Most of the speakers have been studying the area and these issues for decades. Indigenous and First Nations peoples spoke eloquently about the earth care wisdom of generations of their families and their fears for the seven generations following us. The realities of the threats to Southern Resident Killer Whales, salmon, rivers and streams—indeed, all of life in the Salish Sea ecosystem—were confronted throughout the conference. I cried more than once.

And yet, there was talk of hope, of “bright lights” for the Salish Sea. Here are a few I learned about at the conference that I’m carrying with me as I absorb the hard news and discern my next steps.

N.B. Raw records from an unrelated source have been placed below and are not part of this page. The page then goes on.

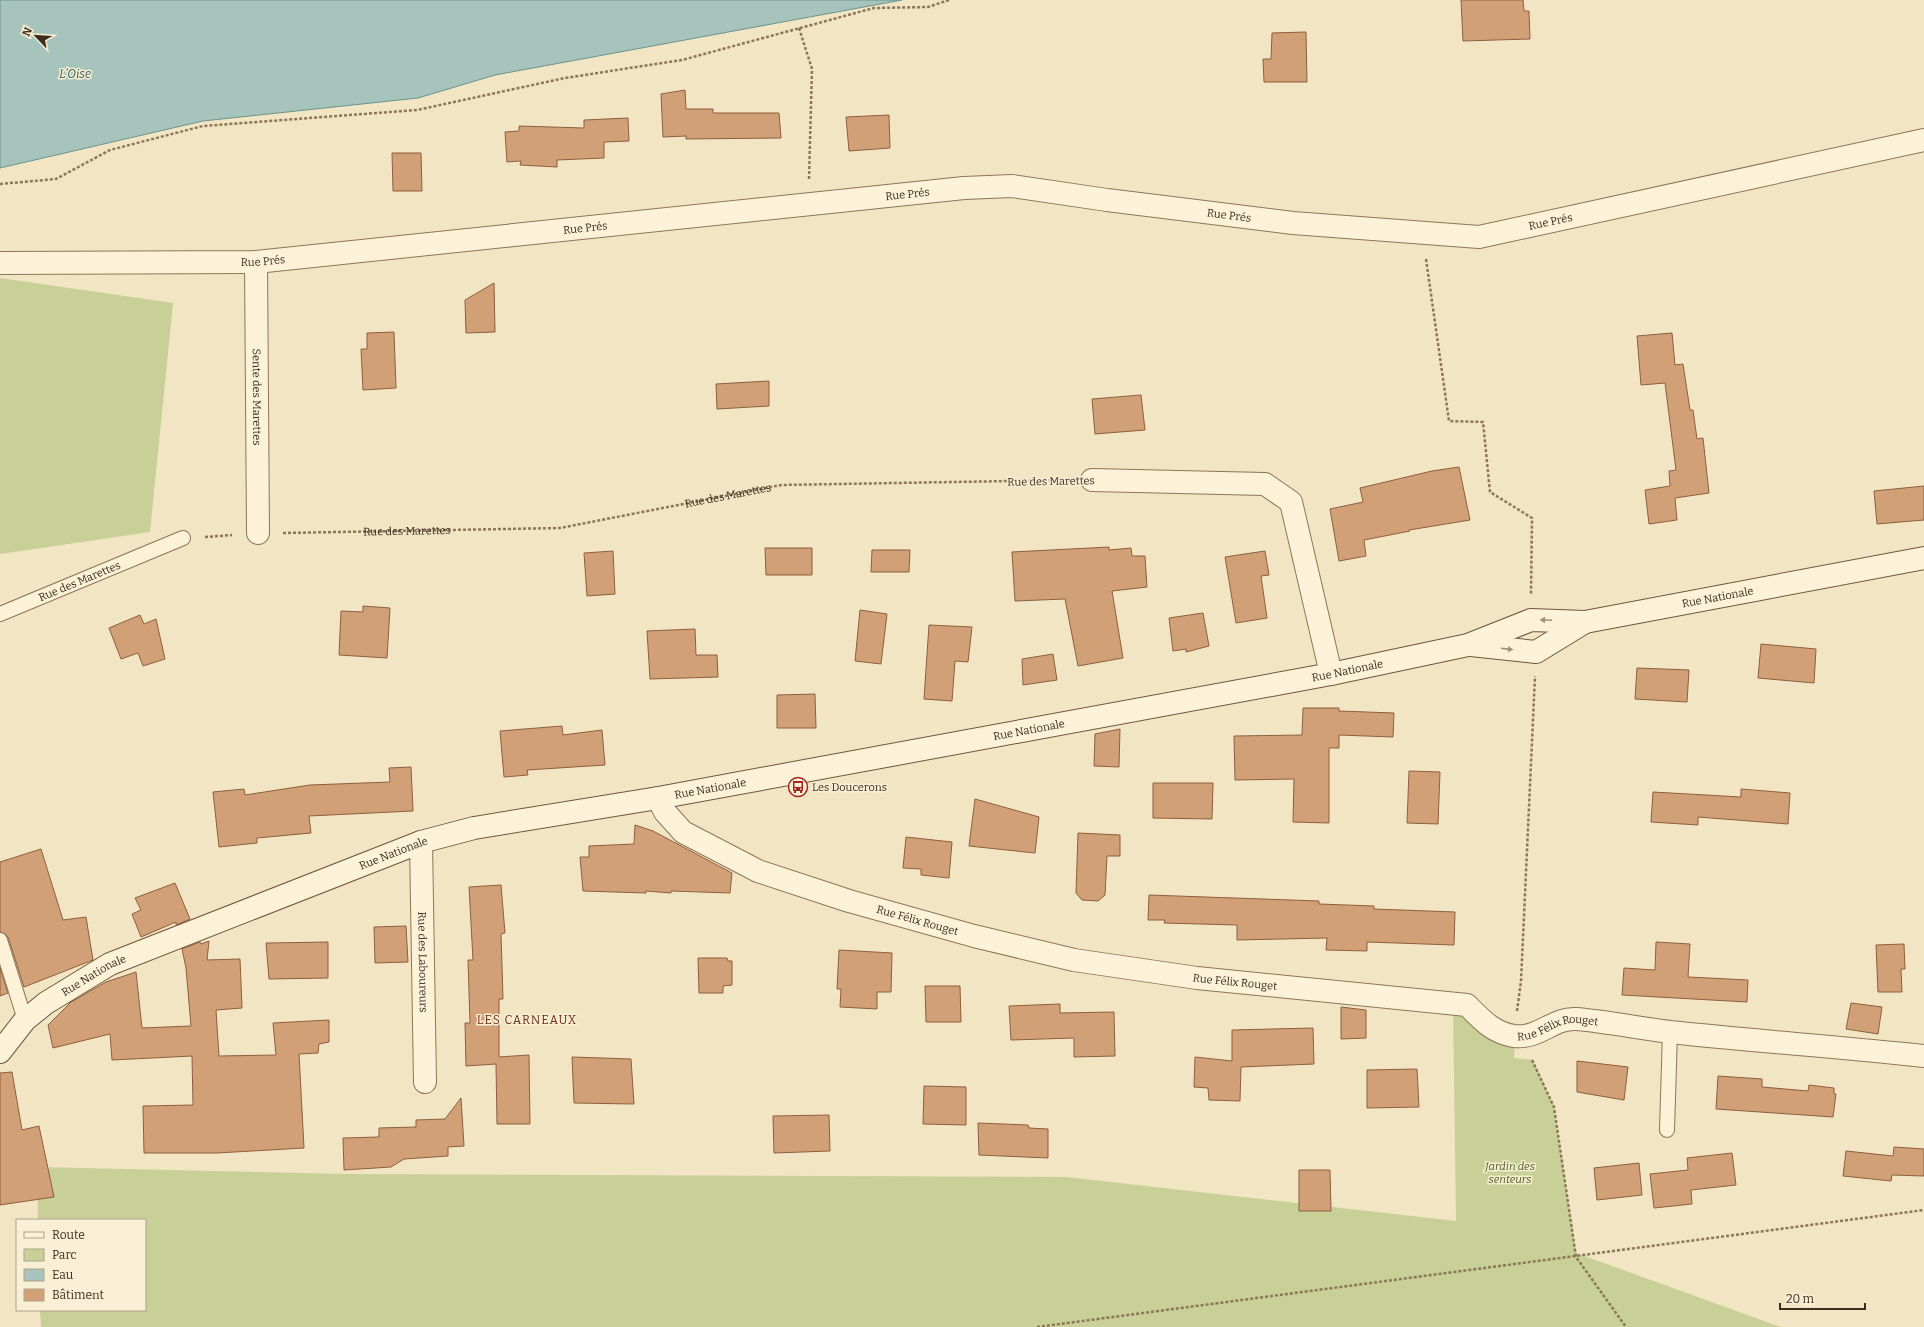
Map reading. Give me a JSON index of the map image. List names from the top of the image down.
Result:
{
  "streets": {
    "street": [
      "Rue Prés",
      "Sente des Marettes",
      "Rue des Marettes",
      "Rue Nationale",
      "Rue Félix Rouget",
      "Rue des Laboureurs"
    ]
  },
  "crossings": [
    ["Rue Prés", "Sente des Marettes"],
    ["Sente des Marettes", "Rue des Marettes"],
    ["Rue des Marettes", "Rue Nationale"],
    ["Rue Nationale", "Rue Félix Rouget"],
    ["Rue Nationale", "Rue des Laboureurs"]
  ],
  "districts": ["LES CARNEAUX"],
  "water": ["L’Oise"],
  "parks": ["Jardin des senteurs"],
  "places": {
    "bus stop": ["Les Doucerons"]
  },
  "legend": [
    "Route",
    "Parc",
    "Eau",
    "Bâtiment"
  ],
  "scale_bar": "20 m",
  "north": "top left"
}
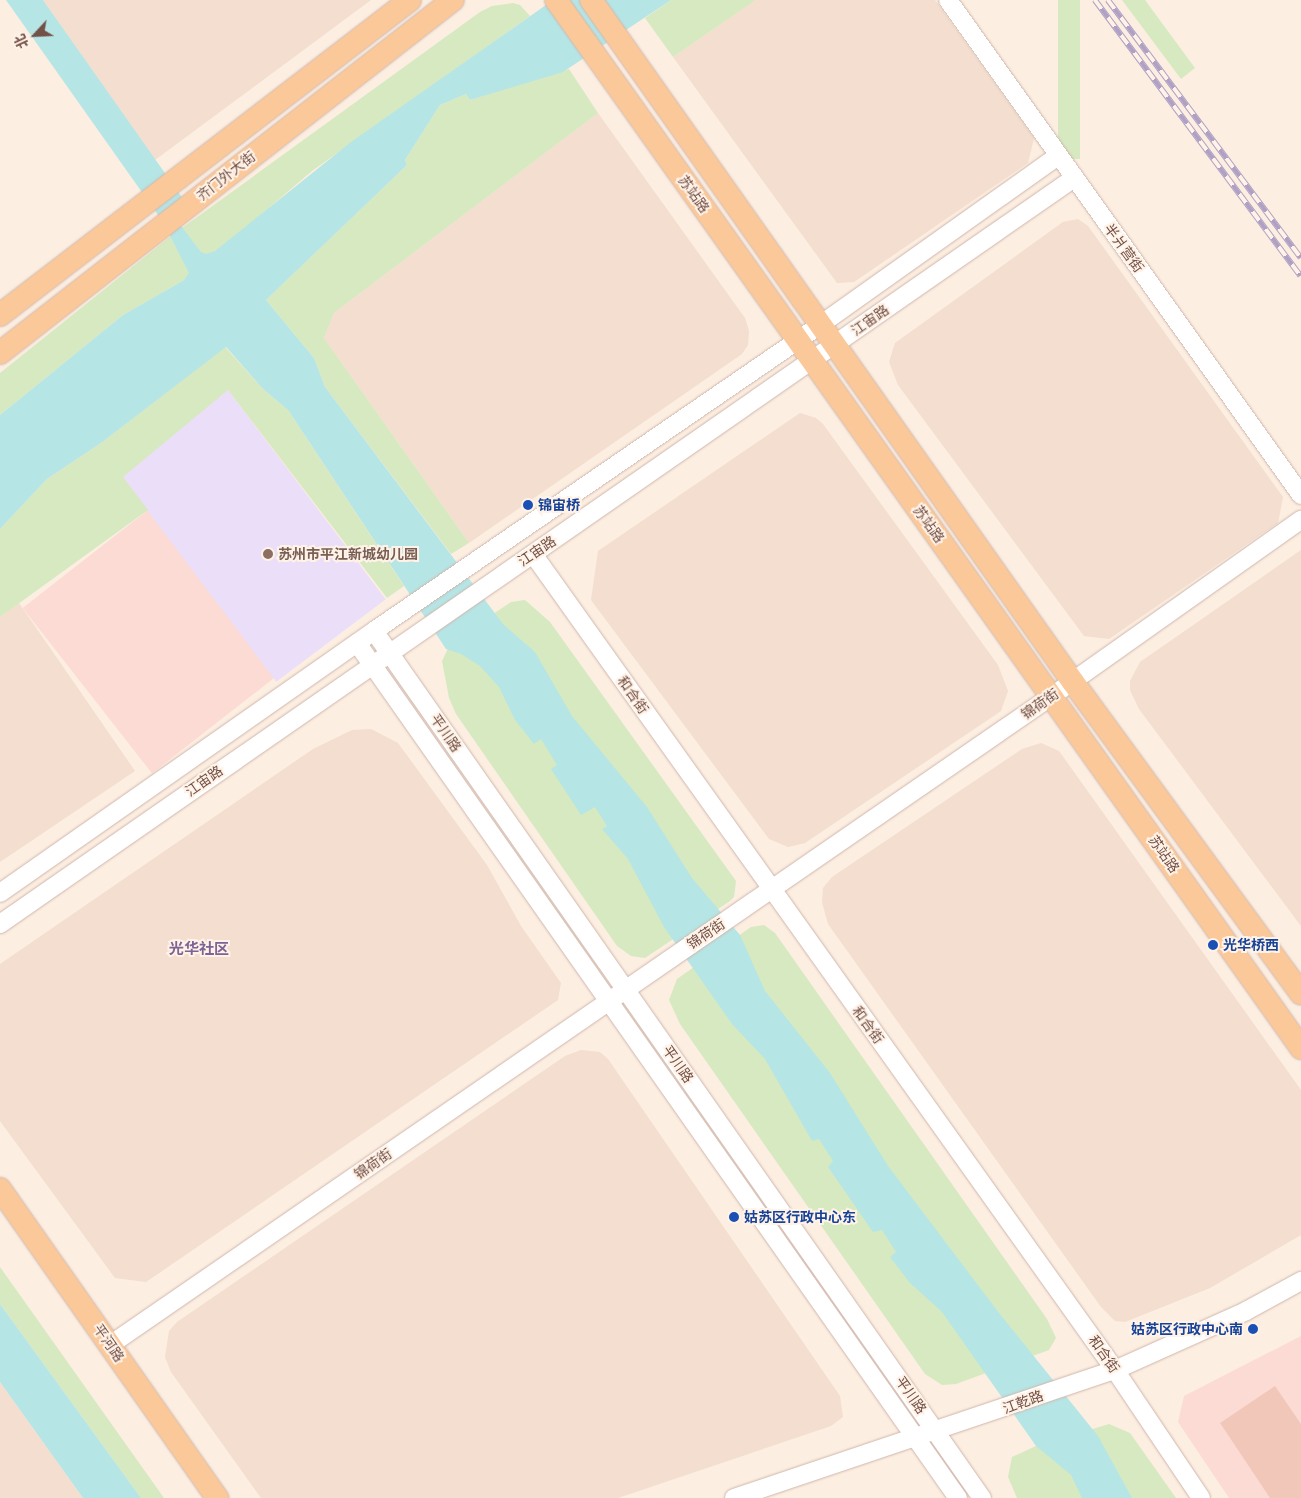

  • There was consensus we have a moral debt to the Southern Resident Killer Whales—an obligation to ensure they can continue their lifeways in the marine space we humans share with them.  
  • Across the world, local to national governments are recognizing the rights of the non-human environment—an idea called the “rights of nature.” One such effort is being led in my own community by the non-profit Community Rights San Juan Islands (CRSJI). This group is pursuing legal recognition of the Rights of the Salish Sea, recognizing that the Salish Sea and its natural communities have the right to exist, thrive, regenerate, and evolve. 
  • BIMS – Black in Marine Science was founded by Dr. Tiara Moore in 2020 to celebrate Black marine scientists, spread environmental awareness, and inspire the next generation of marine science leaders. BIMS now includes 153 members from 24 countries. One initiative to provide underserved communities access to experiences in marine science is the BIMS Immersion Program. “BIMS Bites” on Youtube offer five-minute tidbits of different marine science topics. You’ll get the idea in this “teaser.” 
  • The Year of the Salish Sea is a youth-led effort started by students at Simon Fraser University. From June 8, 2022 (World Oceans Day) to June 7, 2023, the project will bring together First Nations, municipalities, organizations, and individuals in the Salish Sea ecosystem to work toward a healthy Salish Sea. The project’s manifesto calls on “colonial governments, industry, NGOs, and the public” to take action to protect the Salish Sea.
  • Seattle Times reporter Lynda Mapes shared her optimism about growing unity to breach the four Lower Snake River dams to save the threatened Chinook salmon, primary food source of Southern Resident killer whales. 

Finally, I’m taking hope and inspiration from this short film by Bob Turner. If you’re not familiar with the Salish Sea (and even if you are), I urge you to devote ten minutes to watch and listen to why it’s so rich with life. The video is full of bright lights to guide you through the work ahead to keep it that way.